_WORK INSTRUCTION_
For the records that follow, please set down exactly the lines between the one holding "position:absolute; left:18px; top:866px;" and the one holding "border:9px solid #d22;", inclusive, and only those.

Stored items

==*==

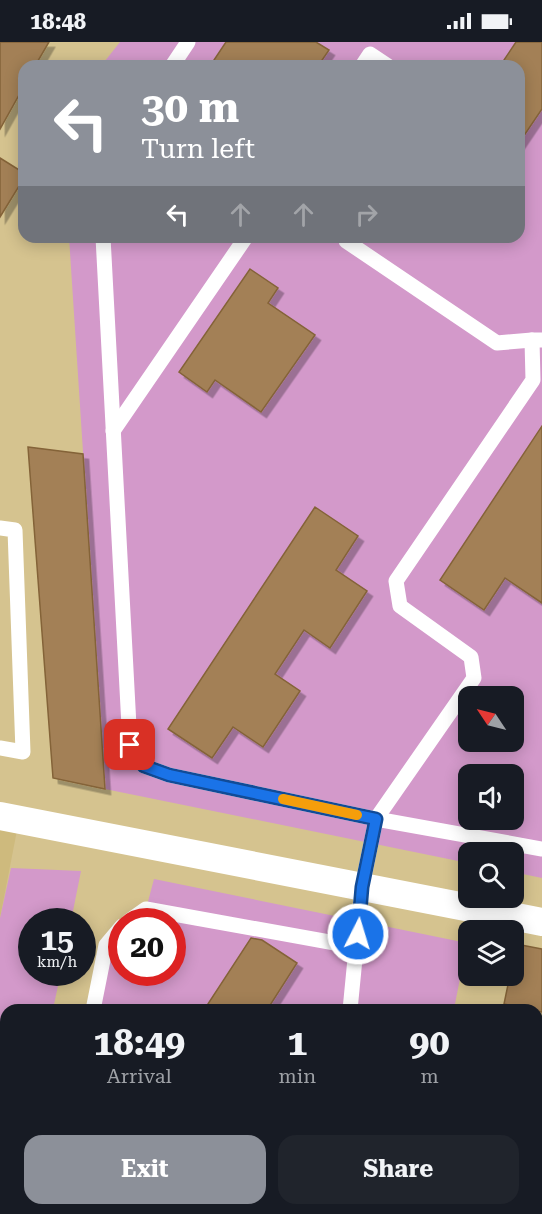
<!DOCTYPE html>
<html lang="en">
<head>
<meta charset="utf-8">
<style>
	:root { --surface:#171b24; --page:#20242c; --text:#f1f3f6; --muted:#9ea1a6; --accent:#8c9099 }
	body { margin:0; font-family:"Roboto Serif",serif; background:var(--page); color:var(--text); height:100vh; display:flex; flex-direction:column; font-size:22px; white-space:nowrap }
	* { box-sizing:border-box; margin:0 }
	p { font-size:20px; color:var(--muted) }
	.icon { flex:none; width:33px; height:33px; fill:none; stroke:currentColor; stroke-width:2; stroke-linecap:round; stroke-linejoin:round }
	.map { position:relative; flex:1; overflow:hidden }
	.sheet { position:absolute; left:0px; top:962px; width:543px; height:212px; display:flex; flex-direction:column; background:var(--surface); border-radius:18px 18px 0 0; box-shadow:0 3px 15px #0003 }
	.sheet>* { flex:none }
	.hud { position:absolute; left:18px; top:18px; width:507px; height:183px; border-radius:18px; box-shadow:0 3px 15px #0003; background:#8c9099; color:#fff; overflow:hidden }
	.needle { width:39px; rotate:305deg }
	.buttons { position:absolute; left:458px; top:644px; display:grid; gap:12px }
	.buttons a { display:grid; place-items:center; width:66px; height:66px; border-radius:12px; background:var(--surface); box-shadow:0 3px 15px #0003; font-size:30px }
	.speed { position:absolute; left:18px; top:866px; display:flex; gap:12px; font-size:30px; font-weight:700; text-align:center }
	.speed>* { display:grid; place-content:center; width:78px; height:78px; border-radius:50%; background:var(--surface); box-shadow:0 3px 15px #0003; line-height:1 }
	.speed small { font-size:15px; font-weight:400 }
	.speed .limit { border:9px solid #d22; background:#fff; color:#111 }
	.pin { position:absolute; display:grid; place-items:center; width:51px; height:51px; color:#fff; margin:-26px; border-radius:12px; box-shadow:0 3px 9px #0006 }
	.me { position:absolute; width:66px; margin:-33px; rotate:5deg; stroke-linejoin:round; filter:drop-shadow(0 0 4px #0008) }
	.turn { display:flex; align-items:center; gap:21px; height:126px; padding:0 24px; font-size:27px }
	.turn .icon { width:78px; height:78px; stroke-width:2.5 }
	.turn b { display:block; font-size:42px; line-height:51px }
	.lanes { display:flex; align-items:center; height:57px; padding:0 24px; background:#0003; justify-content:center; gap:30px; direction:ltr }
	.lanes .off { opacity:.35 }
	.eta { display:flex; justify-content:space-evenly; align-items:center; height:102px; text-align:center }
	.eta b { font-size:36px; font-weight:700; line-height:42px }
	.button { display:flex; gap:12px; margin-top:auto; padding:12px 24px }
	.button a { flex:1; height:69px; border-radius:18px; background:var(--accent); color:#fff; font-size:24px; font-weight:700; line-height:69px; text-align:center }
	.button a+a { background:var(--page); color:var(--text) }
	.status { display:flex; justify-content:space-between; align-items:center; height:42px; padding:0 30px; background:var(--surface); direction:ltr }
	.status svg { height:16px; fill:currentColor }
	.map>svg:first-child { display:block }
	.built { fill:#ceba7d }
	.green { fill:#d399ca; fill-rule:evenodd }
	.building { fill:#a38056; stroke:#846339; stroke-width:1.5; filter:url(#shadow) }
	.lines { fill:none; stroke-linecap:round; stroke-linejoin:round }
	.lane { stroke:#fff; stroke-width:15 }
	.street { stroke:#fff; stroke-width:28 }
	.route-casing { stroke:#114b97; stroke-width:15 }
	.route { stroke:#1a73e8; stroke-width:10 }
	.slow { stroke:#f59e0b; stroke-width:10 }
</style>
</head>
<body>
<div class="status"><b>18:48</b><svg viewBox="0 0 49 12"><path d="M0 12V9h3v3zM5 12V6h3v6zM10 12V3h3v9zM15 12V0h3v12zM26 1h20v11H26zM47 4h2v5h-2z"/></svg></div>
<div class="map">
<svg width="542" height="1172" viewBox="0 0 542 1172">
	<defs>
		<filter id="shadow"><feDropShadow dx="5.5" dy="5.5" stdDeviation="0" flood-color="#0004"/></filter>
	</defs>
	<rect width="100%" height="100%" fill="#d5c38f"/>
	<polygon class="built" points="0,774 19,778 0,876"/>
	<g class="green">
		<path d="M120 0H542V836L513 830V810H468V821L105 747 69 195H519V24H101ZM468 654H513V699H468ZM468 732H513V777H468Z"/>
		<polygon points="11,826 81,829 71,879 32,879 32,930 61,930 53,967 6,968 6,1167 14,1167 13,1172 0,1172 0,876"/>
		<polygon points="154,837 467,901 454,967 93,968 106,903 121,884 122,930 172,930 172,879 129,879 146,867"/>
		<polygon points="53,1167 486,1167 485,1172 52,1172"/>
	</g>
	<g class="building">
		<polygon points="0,0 49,0 35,24 24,24 24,44 0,87"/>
		<polygon points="226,0 316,0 329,8 318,24 210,24"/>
		<polygon points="516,0 542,0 542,67 519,101 519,24 500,24"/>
		<polygon points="0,116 24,131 24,136 0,175"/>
		<polygon points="250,227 278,246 268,261 315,293 261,370 215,338 207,350 179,330"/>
		<polygon points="542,384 542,561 505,536 484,568 440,538"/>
		<polygon points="28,405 83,412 105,747 53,736"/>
		<polygon points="315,465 358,494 336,528 367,549 330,606 304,588 275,632 300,649 263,705 233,685 212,716 168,687"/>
		<polygon points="251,896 262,898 297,921 267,968 204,968"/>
		<polygon points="516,902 542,907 542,970 504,962 510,933 513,933"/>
	</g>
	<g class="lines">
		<g class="lane">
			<polyline points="172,24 188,0"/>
			<polyline points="362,24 370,12 388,24"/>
			<polyline points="103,195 130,703 144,724 169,733 376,777 542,807"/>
			<polyline points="349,195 346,199 497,301 532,298"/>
			<polyline points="113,389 246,195"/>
			<polyline points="0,486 15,488 23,710 0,706"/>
			<polyline points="129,879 146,867 357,905"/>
			<polyline points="93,968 106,903 122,884"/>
			<polyline points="350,968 362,845 376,777 474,636 471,615 400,564 396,539 533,338 532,298 542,298"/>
			<polyline points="52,1172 53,1167"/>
			<polyline points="485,1172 486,1167"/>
		</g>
		<polyline class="street" points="0,774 542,880"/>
	</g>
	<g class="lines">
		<g class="route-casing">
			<polyline id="route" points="130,703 144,724 169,733 376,777 362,845 358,892"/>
		</g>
		<use href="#route" class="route"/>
		<polyline class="slow" points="283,757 357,773"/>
	</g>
</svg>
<div class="buttons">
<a><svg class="needle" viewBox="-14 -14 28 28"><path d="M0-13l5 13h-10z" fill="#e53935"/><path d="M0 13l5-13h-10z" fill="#9ea1a6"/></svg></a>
<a><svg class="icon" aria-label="sound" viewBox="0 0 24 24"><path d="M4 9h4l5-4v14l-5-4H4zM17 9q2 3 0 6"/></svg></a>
<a><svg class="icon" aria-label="search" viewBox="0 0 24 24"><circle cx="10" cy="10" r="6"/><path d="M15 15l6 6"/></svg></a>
<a><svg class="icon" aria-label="layers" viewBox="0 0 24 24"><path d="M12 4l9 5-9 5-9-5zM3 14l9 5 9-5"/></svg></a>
</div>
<div class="speed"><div>15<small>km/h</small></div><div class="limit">20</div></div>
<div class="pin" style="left:130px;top:703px;background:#d93025"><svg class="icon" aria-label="arrive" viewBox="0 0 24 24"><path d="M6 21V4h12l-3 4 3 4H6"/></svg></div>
<svg class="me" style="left:358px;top:892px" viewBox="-20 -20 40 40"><circle r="17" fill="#1a73e8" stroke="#fff" stroke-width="3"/><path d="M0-11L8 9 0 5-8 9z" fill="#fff"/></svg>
<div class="hud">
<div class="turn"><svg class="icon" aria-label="left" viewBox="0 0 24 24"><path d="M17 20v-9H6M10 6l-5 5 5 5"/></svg><div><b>30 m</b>Turn left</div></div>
<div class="lanes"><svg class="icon" aria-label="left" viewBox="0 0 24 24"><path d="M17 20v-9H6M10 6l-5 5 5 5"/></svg><svg class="icon off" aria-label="ahead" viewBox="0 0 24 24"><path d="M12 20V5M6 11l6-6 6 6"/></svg><svg class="icon off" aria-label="ahead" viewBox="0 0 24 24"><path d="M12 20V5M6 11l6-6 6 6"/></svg><svg class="icon off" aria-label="right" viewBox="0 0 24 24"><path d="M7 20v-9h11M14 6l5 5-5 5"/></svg></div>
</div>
<section class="sheet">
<div class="eta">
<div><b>18:49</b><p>Arrival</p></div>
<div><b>1</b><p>min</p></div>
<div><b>90</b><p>m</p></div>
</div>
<div class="button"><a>Exit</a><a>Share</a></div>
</section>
</div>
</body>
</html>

==*==

_EXERCISE RESPONSE_
	.speed { position:absolute; left:18px; top:866px; display:flex; gap:12px; font-size:30px; font-weight:700; text-align:center }
	.speed>* { display:grid; place-content:center; width:78px; height:78px; border-radius:50%; background:var(--surface); box-shadow:0 3px 15px #0003; line-height:1 }
	.speed small { font-size:15px; font-weight:400 }
	.speed .limit { border:9px solid #d22; background:#fff; color:#111 }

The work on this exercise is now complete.